StainlessSteel said:


> Well. I just got an email from DX.
> 
> 
> 
> ...


i need to email them and see if i get a different response. i ordered mine too on the 1st of december.


----------



## mikeeey (Dec 3, 2007)

whoa i just realized that ALL of their UltraFire Lasers are backordered, not just the 90mW.


----------



## mikeeey (Dec 4, 2007)

good news, DX instantly replied to me, here is what they said:

Hi Mike, 
Approximate one to two weeks for the back order and as soon as we have the item, we will ship it out. 

Regards, 
kathy


----------



## Yobresal (Dec 5, 2007)

That is good to know, I guess well have to just keep waiting it out a bit longer.


----------



## mikeeey (Jan 6, 2008)

Yobresal said:


> That is good to know, I guess well have to just keep waiting it out a bit longer.


mine is comming this week, however im afraid its going to be a rip off. look at this thread:
http://www.dealextreme.com/forums/Forums.dx/Forum.0~threadid.44197

2 people so far have recieved theirs and it wasnt really the 90mW model.
i really hope it's just a coincidence tho.


----------



## byron8 (Jan 9, 2008)

I just received 2 I ordered last November. They are 90mw and super bright. I also have the true 50mw and this is substantially brighter than that. They even include a cr123 battery which has to go in positive side down, to cap.


----------



## ez78 (Jan 9, 2008)

byron8, are you able to burn anything with these lasers?


----------



## nanoWatt (Jan 9, 2008)

I've heard of burning black electric tape with a 30mW.

Now I'm wondering how bright a 500mW greenie would be. Knowing me, I wouldn't be satisfied with much lower since I need it for research and long-range alignment.

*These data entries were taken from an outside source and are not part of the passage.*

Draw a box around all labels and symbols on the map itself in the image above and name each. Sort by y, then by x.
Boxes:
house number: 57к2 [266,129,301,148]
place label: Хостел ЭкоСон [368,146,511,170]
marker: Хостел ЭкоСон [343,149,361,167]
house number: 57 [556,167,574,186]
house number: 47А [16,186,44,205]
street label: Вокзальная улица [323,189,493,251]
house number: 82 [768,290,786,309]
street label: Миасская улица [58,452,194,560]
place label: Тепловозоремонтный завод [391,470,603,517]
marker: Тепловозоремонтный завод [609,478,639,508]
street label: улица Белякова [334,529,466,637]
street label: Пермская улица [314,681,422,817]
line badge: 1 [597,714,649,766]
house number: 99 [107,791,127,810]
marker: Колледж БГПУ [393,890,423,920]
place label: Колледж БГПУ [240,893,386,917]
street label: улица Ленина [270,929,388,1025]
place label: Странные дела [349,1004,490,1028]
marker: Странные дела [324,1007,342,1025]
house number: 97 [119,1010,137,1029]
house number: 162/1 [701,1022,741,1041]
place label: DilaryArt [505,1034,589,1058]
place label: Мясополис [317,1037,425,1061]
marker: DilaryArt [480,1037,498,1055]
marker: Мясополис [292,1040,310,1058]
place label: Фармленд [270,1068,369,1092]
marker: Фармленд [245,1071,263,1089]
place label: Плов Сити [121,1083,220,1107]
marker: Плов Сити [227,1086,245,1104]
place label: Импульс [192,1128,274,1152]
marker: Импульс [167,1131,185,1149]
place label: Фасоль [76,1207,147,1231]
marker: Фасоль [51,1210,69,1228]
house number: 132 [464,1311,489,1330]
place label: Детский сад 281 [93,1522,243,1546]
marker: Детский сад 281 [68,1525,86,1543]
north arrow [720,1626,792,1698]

Now I just have to wait for my adjustable output custom one.

Well, I also wanted one I can be sure would light fireworks from some distance and be able to start a barbecue grill. With goggles of course.



ez78 said:


> byron8, are you able to burn anything with these lasers?


----------



## byron8 (Jan 9, 2008)

ez78 said:


> byron8, are you able to burn anything with these lasers?



I will do burn test when I get home today. I will let you know.


----------



## byron8 (Jan 10, 2008)

I shined it at a piece of paper for few seconds before my eyes almost went blind. No burn noticed. In the sky it appears almost twice as bright as my 50mw true laser. Not sure what exact mw is but brighter than my 50 mw for sure.


----------



## accr (Jan 10, 2008)

I'm the one that posted the 1st review there :wave:

Since this is my first greenie ever, I can't really compare the brightness but it's very bright and you can see it clearly even in daytime.

Poping balloon is instant(under 1s) if the range is around 4 feet or so, it also burns plastic bag with no problem. It did NOT burn any matches however, maybe the coating on my waterproof matches ?!

It's a good laser at a great price, too bad it's back ordered now :nana:


----------



## ez78 (Jan 10, 2008)

byron8, thanks for testing. I hope it wasn't white paper you tried to burn. 


It looks like these are in stock again. I might gamble a bit and order one. As these look like flashlights they might stand higher change of not getting snatched by customs.


----------



## byron8 (Jan 10, 2008)

ez78, yup, I would order for this price. Don't know how some of the folks got bogus lasers but I checked mine again and it seems to be just about twice as bright as my 50mw true using new batteries. If it's not 90mw it is pretty close. It looks like a flashlight alright but have to make sure no kids get ahold of it because they may think it is a flashlight and look into the lens and turn it on. Build quality seems good also.


----------



## mullerhawk (Jan 11, 2008)

A word of warning:

Before even considering this model you might want to read this - mine was a 30mW fraud and broke within 1min!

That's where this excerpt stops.